A B-1B bomber of the US Air Force releases a Joint Air-to-Surface Standoff Missile. A USAF Photo
ORLANDO (BNS): US defence major Lockheed Martin, which successfully tested a Joint Air-To-Surface Standoff Missile (JASSM) last month, has received an order from the US Air Force to supply 158 such systems to it at a cost of $243.5 million.
This is the eighth production lot of the missile system ordered by the USAF, bringing the total contracted quantities of the long range cruise missile to over 1200, Lockheed said.
Under the deal, the company will provide the missiles along with fuze reliability, parts obsolescence efforts, test instrumentation kits, system reliability and flight test support.
Lockheed, had on January 12, conducted a product upgrade verification test of the JASSM from on board a B-52 strategic aircraft.

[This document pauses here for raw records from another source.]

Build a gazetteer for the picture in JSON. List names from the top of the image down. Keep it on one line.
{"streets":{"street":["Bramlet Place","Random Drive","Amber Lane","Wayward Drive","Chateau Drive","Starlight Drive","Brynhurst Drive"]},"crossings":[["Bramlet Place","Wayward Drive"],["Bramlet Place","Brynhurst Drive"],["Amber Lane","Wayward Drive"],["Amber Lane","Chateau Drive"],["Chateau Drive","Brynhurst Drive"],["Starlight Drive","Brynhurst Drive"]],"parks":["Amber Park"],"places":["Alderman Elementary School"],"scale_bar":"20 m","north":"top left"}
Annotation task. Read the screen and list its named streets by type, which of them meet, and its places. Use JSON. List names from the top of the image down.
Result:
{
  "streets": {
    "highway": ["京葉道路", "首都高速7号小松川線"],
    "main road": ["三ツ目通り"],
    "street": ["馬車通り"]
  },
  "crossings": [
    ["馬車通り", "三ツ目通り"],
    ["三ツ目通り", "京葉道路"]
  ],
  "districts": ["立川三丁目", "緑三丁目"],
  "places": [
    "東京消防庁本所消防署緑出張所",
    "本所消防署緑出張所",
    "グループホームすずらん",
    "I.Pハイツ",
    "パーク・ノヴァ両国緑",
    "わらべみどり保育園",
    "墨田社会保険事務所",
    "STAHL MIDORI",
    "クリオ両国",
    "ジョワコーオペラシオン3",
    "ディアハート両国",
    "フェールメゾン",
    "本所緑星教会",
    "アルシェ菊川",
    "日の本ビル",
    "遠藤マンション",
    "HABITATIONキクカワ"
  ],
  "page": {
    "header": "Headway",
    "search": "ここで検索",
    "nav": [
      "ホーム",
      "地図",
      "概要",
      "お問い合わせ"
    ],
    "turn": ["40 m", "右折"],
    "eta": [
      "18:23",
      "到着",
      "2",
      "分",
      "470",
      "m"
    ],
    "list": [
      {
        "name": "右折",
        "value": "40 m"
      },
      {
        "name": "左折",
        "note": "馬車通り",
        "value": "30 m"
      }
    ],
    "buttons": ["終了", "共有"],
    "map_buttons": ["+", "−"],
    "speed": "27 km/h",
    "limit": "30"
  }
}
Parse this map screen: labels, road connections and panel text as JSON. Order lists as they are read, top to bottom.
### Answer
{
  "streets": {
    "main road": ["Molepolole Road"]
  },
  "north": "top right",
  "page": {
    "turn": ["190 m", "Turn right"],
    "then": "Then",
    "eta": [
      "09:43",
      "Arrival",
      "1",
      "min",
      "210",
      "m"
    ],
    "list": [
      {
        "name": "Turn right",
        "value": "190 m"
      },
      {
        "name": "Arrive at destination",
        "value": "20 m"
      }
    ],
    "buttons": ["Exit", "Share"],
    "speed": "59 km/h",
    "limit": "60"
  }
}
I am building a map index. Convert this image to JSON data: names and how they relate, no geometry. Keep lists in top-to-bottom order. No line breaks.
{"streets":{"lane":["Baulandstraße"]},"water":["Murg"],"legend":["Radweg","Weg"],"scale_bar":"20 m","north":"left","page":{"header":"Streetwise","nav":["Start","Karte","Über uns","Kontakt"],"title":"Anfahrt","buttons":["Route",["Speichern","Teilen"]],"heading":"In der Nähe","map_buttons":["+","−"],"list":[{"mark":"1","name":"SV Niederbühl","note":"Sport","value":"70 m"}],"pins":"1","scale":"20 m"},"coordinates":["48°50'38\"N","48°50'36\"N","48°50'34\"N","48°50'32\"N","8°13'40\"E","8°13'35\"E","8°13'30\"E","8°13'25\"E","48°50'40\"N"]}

“With the recent success of Lot 7 reliability testing, a successful test flight of a production upgrade vehicle, and the award of this contract, JASSM is back on track,” US Air Force Deputy Program Manager for JASSM, Lt. Col. Jeff Gates, said.
The JASSM is an autonomous, long-range, conventional, air-to-ground, precision standoff cruise missile. It is designed to destroy high-value, well-defended, fixed and relocatable targets. The weapon uses a state-of-the-art infrared seeker and anti-jam GPS to focus on its target.
The 975-kg missile flies at subsonic speed and carries 450 kg penetrator/blast fragmentation warhead. It has been test launched from numerous platforms including the B-1, B-2 and F-16 aircraft. Its future platforms include F-15E, F/A-18 and F-35 fighter aircraft.
The US Air Force intends to induct 4,900 JASSMs and its longer range JASSM-ER.